What is the Server Name Indication (SNI)?
Security plays a big role on the internet. As a result, there are standards, certificates, and protocols that try to protect users as well as servers from malicious attacks. One of these protocols is called Transport Layer Security (TLS). Since this system is problematic, however, server name indication (SNI) serves as an extension.
Why is server name indication needed?
Before you can understand why SNI was developed, you first need to understand how TLS works. The successor of the Secure Sockets Layer (SSL) uses a so-called TLS handshake. This is where the client and the server - in practice, this usually means the web browser and the website - exchange information before beginning the actual data transfer. With this virtual handshake, the server identifies itself to the client and sends the corresponding security certificate. Once the client has verified this, both communication partners receive the connection and exchange data. If the verification comes back negative, then no further data transfer takes place.
But what happens when multiple websites run on a single IP address, as with virtual hosting? Since IPv6 has not yet fully established itself, we have to work with a very limited IP address range and not every domain can claim its own IP address. So to whom does the client address its “Hello” (the first step of a TLS handshake)? There’s a high probability that the wrong website responds, an incorrect certificate - with the correct host name - is sent, and the connection is not established. This is why it’s necessary for the client to share with the server the domain (host) with which they would like to establish a connection. For this purpose, the server name indication was introduced.

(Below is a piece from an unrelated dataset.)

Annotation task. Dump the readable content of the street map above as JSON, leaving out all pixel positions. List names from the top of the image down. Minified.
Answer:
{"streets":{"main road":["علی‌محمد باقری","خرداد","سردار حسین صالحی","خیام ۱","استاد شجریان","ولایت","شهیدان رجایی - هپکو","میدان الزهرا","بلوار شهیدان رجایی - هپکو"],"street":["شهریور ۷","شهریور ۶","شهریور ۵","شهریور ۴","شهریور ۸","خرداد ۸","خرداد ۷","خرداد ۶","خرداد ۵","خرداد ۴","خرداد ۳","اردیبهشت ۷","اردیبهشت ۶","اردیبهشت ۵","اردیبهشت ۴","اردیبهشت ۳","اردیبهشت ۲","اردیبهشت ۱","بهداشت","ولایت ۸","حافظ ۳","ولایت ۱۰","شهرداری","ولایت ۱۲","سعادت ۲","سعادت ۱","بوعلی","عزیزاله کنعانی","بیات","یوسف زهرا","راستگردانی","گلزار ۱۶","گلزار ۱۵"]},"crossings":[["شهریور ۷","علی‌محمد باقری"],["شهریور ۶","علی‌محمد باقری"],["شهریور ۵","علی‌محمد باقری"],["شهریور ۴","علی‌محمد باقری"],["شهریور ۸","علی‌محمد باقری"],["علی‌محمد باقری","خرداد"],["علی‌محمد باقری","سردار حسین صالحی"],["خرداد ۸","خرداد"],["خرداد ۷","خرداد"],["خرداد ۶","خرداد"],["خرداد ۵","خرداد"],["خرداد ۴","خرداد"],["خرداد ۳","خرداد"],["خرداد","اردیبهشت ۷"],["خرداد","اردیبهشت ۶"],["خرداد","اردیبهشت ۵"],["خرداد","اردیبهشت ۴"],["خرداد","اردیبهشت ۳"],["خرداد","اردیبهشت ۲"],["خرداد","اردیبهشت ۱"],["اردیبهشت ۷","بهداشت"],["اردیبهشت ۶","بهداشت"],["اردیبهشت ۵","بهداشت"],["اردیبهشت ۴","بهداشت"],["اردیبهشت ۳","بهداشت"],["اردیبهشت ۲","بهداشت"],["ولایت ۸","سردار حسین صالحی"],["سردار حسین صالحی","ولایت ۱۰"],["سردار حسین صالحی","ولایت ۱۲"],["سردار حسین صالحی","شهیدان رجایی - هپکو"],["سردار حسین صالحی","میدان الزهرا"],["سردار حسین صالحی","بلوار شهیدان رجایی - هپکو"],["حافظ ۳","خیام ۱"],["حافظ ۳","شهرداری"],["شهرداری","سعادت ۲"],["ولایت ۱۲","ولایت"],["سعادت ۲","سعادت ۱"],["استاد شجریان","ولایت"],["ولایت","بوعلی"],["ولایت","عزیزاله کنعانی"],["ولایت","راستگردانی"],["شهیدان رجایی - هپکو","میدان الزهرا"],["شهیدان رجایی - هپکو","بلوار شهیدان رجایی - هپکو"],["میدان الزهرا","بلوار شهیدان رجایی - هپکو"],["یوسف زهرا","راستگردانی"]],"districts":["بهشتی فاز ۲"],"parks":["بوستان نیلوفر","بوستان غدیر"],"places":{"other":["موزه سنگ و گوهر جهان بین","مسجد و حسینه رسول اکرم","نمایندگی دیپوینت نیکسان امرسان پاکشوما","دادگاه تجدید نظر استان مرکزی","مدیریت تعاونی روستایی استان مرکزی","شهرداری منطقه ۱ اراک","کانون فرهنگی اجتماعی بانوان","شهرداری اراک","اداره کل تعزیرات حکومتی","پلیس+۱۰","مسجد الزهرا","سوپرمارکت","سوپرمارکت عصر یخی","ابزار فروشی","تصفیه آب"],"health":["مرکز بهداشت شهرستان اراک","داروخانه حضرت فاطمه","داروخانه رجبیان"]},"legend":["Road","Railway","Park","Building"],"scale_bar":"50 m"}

If there’s a discrepancy in the certificates (the name of the requested website doesn’t agree with the name on the certificate), then the client terminates the transfer. The reason for this is that such an inconsistency can represent a major security risk in the form of a man-in-the-middle attack.
How does SNI work?
If an unsecured connection causes multiple websites to run over one IP address, you usually don’t have to deal with this problem. HTTP designates that the host name is given in a header when a website is requested. With TLS, though, the handshake must have taken place before the web browser can send any information at all. Server name indication takes care that the host name is already transmitted between the server and client before the certificate exchange.
SNI is an extension of TLS. The encryption protocol is part of the TCP/IP protocol stack. As such, TLS extends the Transmission Control Protocol (TCP) with an encryption. The additional layer also converts HTTP to HTTPS. If you extend TLS with server name indication, then the handshake adds another field to the security protocol: under ClientHelloExtension, there’s an optional ServerName field. Here, the client enters the name of the host (the web browser does this automatically) that they want to address. This ensures that the correct host answers.
Server name indication in the browser
As an ordinary user, you shouldn’t have to come into contact with the process of SNI. In most cases, users don’t even need to install or set up anything for it. Using a current operating system and modern browser is perfectly sufficient. Firefox, Chrome, Edge, Opera, and Safari all support the extension by default. For some users who still use Windows XP (or even older Windows versions) and its Internet Explorer, server name indication isn’t available. Even if you’re still using an operating system that’s no longer supported by updates, you do have the option to install another browser that supports SNI. Most mobile browsers also use SNI.
Server: IIS, Nginx & Apache with SNI
If you yourself are the operator of a web server, the situation is different because you may have to take action - depending on which web server you use: since IIS 8, Microsoft has integrated an option for server name indication into its software by default. The Apache HTTP server looks a bit different. Here, it’s possible to use OpenSSL (or mod_ssl) to integrate SNI. Basically, you just have to run the module with TLS extensions (which is already preset from version 0.9.8k). An exact manual on setting up SNI with Apache can be found on the Apache HTTP Server Wiki.
Nginx also has in-house SNI support since Version 0.5.23 and essentially functions just like Apache. You can check whether your version supports server name indication with the command nginx -V. If it does, then as the webmaster you have to give each virtual host its own name and assign it the correct certificate. Find more information about this in the official Nginx documentation.
If your website still doesn’t offer encryption, learn how to convert your website to HTTPS in our guide.
What are the drawbacks of SNI?
Server name indication isn’t all benefits. For example, SNI isn’t supported by all web browsers - although this admittedly only effects a small number of users. The fact that SNI is not a perfect model, (it’s more of a simple transfer solution) can be seen in the way information is transmitted unencrypted. True, the only information is the host name, but this information could be protected from third-party attacks with even basic encryption. It would be more secure if you didn’t have to use SNI and instead each website had its own IP address.
Since this can’t be changed due to the tight IP address range (at least until IPv6 is implemented globally), other options have to be found. One of these options is SNI. Another would be Subject Alternative Name certificates (SAN): with these certificates, you have the option of entering multiple domains or hostnames. This would mean, by implication, that it doesn’t matter to the server which domain the client actually wants to address since the certificate is valid for all domains on the server. The downside of these certificates, however, is that they’re comparatively expensive. It’s understandable, then, that many website operators aren’t ready to implement such certificates. Instead of using absolutely no encryption at all, SNI is a good interim solution.